HTCondor Batch Submission Guide
This guide explains how to submit RDFAnalyzerCore analyses to HTCondor using
the law-based workflows in the law/ directory. All batch submission is
managed through law (Luigi Analysis Workflow),
which provides dependency tracking, automatic resubmission, and restart-safe
monitoring.
Table of Contents
- Overview
- Quick Start
- Prerequisites
- Environment Setup
- NANO / Rucio Submission
- CERN Open Data Submission
- Common Parameters
- Configuration File Format
- Monitoring and Resubmission
- Advanced Features
- Troubleshooting
Overview
RDFAnalyzerCore provides two law-based submission workflows:
| Workflow | Module | Data Source |
|---|---|---|
| NANO / Rucio | law/nano_tasks.py |
CMS NanoAOD via Rucio |
| CERN Open Data | law/opendata_tasks.py |
CERN Open Data Portal |
Each workflow consists of four law tasks that run in sequence:
- Prepare*Sample – discovers input files and creates per-job configuration directories (one branch per sample, runs in parallel).
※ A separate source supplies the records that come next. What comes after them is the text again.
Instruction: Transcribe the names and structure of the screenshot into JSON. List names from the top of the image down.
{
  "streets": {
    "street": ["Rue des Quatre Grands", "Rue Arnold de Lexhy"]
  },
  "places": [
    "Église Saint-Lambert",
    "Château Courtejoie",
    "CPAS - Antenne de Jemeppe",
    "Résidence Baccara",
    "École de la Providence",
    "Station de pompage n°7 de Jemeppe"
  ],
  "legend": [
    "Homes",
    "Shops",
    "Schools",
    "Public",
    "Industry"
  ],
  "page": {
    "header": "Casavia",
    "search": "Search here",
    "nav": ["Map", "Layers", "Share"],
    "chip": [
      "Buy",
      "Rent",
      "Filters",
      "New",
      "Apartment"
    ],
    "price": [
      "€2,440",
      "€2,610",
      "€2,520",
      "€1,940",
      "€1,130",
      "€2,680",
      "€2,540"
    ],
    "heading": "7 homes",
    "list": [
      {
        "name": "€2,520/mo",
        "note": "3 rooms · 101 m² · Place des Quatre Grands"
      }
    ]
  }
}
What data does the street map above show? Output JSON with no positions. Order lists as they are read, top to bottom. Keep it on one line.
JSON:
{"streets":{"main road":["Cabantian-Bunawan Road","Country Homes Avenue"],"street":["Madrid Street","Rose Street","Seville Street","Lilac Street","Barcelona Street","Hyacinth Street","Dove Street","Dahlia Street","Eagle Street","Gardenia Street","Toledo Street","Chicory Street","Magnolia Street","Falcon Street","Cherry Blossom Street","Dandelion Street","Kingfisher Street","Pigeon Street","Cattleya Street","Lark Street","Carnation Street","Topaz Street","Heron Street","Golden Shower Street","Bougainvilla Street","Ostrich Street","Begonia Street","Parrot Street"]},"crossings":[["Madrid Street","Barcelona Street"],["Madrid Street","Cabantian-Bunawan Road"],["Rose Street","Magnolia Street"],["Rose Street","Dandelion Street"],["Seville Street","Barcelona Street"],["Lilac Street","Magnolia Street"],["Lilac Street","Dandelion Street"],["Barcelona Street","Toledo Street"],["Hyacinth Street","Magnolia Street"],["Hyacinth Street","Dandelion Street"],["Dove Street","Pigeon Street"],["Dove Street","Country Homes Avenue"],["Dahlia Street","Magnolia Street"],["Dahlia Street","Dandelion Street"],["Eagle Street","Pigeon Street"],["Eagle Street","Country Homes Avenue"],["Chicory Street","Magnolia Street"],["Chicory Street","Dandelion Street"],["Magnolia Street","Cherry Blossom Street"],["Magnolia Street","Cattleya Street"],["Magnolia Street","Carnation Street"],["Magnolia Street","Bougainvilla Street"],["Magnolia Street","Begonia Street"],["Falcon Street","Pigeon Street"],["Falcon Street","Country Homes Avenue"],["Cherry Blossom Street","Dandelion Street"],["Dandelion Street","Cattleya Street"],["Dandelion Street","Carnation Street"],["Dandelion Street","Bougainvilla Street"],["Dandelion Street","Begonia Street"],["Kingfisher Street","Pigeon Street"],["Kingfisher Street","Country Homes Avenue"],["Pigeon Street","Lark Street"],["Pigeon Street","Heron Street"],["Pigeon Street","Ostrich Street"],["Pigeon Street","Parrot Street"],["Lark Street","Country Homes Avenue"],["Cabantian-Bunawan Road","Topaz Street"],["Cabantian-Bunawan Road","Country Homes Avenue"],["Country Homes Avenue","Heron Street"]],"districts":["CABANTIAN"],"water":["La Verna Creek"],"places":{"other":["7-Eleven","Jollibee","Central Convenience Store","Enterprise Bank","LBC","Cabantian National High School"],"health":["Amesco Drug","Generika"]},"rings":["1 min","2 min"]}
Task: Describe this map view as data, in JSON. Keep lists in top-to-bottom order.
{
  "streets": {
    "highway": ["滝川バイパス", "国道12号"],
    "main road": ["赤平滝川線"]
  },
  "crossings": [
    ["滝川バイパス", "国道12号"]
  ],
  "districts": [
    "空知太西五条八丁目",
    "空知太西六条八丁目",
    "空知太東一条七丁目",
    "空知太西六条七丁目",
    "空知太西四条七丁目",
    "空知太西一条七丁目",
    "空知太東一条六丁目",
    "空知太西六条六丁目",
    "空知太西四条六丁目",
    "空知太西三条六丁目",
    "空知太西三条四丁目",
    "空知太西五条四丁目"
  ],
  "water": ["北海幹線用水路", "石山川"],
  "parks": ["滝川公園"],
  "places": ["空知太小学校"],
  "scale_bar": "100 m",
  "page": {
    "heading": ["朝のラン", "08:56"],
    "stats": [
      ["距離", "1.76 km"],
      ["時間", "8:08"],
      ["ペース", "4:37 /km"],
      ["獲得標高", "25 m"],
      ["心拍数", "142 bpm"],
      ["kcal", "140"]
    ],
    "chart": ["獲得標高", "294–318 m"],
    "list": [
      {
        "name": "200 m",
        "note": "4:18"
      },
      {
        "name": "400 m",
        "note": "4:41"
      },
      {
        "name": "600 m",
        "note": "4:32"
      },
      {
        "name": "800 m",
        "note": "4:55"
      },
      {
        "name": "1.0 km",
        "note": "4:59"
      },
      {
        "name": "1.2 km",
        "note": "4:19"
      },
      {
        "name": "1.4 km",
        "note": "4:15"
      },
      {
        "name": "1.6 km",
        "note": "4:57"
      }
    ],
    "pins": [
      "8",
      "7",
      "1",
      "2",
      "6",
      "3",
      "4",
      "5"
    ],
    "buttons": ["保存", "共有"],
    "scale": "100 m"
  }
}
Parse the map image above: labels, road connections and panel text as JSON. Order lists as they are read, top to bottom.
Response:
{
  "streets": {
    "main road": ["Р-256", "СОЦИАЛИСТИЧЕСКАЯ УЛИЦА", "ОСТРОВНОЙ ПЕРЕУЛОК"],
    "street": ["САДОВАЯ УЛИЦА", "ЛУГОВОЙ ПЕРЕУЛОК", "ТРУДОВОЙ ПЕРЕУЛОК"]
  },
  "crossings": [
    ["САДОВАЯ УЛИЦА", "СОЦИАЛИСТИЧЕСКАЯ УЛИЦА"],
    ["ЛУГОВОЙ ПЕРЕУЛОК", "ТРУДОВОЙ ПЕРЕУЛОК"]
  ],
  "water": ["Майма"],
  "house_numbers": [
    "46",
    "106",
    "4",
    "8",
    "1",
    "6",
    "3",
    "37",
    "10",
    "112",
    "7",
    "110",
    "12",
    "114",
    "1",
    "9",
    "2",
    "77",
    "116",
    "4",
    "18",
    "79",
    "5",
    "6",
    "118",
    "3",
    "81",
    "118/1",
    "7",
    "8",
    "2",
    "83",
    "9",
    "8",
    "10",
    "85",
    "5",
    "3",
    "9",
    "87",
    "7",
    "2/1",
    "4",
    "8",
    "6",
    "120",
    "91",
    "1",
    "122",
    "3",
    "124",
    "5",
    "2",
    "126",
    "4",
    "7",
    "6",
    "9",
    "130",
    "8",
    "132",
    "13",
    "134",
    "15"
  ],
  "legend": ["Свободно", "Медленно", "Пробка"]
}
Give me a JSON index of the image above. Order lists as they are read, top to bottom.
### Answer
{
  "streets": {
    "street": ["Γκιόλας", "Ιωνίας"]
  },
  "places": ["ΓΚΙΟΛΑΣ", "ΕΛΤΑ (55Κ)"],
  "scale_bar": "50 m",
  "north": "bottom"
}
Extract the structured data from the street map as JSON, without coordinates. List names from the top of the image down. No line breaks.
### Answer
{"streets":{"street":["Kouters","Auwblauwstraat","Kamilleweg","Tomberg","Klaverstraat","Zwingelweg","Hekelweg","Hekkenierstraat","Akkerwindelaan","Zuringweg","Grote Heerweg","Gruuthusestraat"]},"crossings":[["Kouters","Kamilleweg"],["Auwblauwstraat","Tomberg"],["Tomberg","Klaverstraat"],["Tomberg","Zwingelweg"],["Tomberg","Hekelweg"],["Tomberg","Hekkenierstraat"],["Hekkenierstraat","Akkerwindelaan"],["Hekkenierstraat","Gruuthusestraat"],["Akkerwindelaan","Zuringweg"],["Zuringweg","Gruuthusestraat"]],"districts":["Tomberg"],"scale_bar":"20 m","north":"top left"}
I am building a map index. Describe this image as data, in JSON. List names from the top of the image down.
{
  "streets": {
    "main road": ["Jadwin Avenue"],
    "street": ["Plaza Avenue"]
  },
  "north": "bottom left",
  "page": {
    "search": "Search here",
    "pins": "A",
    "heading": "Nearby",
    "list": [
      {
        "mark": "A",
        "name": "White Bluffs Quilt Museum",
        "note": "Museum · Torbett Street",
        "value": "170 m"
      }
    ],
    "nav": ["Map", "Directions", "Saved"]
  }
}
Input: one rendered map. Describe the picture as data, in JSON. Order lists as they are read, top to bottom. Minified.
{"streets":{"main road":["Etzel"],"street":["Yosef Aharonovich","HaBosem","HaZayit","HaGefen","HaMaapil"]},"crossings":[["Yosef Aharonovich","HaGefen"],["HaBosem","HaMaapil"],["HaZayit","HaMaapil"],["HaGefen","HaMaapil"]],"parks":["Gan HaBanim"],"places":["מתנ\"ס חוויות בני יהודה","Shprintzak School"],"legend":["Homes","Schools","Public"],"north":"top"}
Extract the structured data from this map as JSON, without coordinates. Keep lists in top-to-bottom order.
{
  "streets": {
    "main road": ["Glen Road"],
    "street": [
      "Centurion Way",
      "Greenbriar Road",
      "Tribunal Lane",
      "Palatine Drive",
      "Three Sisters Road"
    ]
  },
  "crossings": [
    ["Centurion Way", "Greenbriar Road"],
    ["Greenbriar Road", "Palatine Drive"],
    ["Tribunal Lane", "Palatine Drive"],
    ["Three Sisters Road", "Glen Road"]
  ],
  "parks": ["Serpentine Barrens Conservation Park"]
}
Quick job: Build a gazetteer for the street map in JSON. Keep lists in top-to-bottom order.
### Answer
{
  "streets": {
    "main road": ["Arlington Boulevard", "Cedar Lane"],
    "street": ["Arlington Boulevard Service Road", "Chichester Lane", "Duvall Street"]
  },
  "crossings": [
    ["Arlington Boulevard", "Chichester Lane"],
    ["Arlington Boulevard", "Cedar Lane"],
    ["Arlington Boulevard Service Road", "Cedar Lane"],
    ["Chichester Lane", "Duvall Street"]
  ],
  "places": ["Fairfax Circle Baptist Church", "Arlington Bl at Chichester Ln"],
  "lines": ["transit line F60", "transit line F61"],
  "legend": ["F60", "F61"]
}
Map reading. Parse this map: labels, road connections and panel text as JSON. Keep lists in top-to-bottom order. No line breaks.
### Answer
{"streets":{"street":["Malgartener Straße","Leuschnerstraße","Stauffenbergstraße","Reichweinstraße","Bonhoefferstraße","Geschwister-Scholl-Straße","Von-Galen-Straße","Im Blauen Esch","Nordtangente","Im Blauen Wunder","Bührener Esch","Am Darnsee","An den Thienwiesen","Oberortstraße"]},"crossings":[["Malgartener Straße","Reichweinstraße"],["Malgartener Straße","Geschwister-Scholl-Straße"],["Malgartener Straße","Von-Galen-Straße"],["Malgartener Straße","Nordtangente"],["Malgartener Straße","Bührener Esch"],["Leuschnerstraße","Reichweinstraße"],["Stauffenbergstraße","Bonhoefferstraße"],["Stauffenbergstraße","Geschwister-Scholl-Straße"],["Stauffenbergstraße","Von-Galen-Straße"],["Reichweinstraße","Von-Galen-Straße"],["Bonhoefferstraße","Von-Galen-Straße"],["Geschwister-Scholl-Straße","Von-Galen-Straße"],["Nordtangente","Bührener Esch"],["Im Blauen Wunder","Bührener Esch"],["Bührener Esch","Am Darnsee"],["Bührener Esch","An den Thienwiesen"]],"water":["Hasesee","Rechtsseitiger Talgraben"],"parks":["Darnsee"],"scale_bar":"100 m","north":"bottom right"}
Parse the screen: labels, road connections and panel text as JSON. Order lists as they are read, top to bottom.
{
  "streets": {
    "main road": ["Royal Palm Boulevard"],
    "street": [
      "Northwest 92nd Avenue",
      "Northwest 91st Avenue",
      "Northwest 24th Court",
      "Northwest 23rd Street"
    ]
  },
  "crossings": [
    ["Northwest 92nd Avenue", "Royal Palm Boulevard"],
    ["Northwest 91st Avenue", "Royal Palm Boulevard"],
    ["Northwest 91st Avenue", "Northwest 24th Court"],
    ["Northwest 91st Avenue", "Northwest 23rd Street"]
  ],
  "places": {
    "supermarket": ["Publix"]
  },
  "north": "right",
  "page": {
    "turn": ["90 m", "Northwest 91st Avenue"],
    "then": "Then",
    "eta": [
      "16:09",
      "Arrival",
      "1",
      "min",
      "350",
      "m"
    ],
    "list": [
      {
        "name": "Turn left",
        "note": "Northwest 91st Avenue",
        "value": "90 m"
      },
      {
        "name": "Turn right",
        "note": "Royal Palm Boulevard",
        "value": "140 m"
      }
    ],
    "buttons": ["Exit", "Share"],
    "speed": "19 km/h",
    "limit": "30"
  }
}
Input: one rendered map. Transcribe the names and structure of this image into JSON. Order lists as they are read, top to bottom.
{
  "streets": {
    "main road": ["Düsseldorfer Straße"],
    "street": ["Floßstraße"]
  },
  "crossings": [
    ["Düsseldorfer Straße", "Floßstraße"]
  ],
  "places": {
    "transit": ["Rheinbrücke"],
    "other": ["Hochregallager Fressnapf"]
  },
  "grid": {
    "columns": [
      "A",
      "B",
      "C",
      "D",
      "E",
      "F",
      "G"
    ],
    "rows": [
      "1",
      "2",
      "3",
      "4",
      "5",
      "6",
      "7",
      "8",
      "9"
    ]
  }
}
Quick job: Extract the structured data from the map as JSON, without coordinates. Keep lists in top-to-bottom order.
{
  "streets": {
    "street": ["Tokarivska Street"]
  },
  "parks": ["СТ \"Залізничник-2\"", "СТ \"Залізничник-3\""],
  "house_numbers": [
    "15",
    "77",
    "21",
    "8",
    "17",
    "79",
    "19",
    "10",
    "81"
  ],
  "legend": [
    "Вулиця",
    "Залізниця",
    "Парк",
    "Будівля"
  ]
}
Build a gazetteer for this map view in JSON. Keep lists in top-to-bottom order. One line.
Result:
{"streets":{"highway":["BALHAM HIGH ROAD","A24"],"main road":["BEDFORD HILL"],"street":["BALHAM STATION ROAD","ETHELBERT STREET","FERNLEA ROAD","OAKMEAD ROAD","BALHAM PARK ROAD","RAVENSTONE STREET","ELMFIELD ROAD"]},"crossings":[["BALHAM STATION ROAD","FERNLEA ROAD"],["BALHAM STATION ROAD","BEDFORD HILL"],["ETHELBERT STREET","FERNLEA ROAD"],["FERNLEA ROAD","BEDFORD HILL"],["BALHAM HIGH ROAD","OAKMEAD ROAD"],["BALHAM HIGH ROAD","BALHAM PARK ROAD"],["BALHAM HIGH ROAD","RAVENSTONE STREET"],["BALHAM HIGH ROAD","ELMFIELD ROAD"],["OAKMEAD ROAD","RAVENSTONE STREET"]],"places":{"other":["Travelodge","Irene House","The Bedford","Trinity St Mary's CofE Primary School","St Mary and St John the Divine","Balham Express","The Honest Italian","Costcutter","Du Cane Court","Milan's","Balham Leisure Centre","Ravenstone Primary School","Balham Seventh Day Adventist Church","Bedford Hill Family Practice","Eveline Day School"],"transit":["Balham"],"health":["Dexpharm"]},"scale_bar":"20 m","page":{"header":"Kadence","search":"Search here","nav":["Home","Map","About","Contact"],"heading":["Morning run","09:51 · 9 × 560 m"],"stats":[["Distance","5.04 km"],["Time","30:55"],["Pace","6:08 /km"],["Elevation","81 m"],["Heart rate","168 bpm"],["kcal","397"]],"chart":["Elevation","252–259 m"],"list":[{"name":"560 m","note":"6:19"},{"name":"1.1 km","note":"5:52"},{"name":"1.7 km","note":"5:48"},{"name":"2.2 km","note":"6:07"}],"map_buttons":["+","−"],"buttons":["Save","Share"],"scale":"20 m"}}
- Build*Submission – assembles
condor_submit.sub, run scripts, and stages the executable,aux/, x509 proxy, and local shared libraries intoshared_inputs/. - Submit*Jobs – runs
condor_submitand records the cluster ID. - Monitor*Jobs – blocking polling loop that verifies EOS outputs,
resubmits held/failed jobs, and writes
all_outputs_verified.txt.
Law tracks task outputs so you can run the final task directly and earlier steps execute automatically if not yet complete.
Quick Start
# 1. Set up the law environment (run once per session from the repo root)
source law/env.sh
# 2. Index the task registry (run once, or after adding new modules)
law index
# 3. Run the full NANO workflow (PrepareNANOSample → BuildNANOSubmission →
# SubmitNANOJobs are run automatically as dependencies)
law run MonitorNANOJobs --workers 4 \
--submit-config analyses/myAnalysis/cfg/submit_config.txt \
--name myRun \
--x509 x509 \
--exe build/analyses/myAnalysis/myanalysis
Prerequisites
Common requirements
- Python 3.8+
- law and luigi:
pip install --user law luigi requests - HTCondor environment (available on LXPLUS and compatible clusters)
- Compiled analysis executable (see Analysis Guide)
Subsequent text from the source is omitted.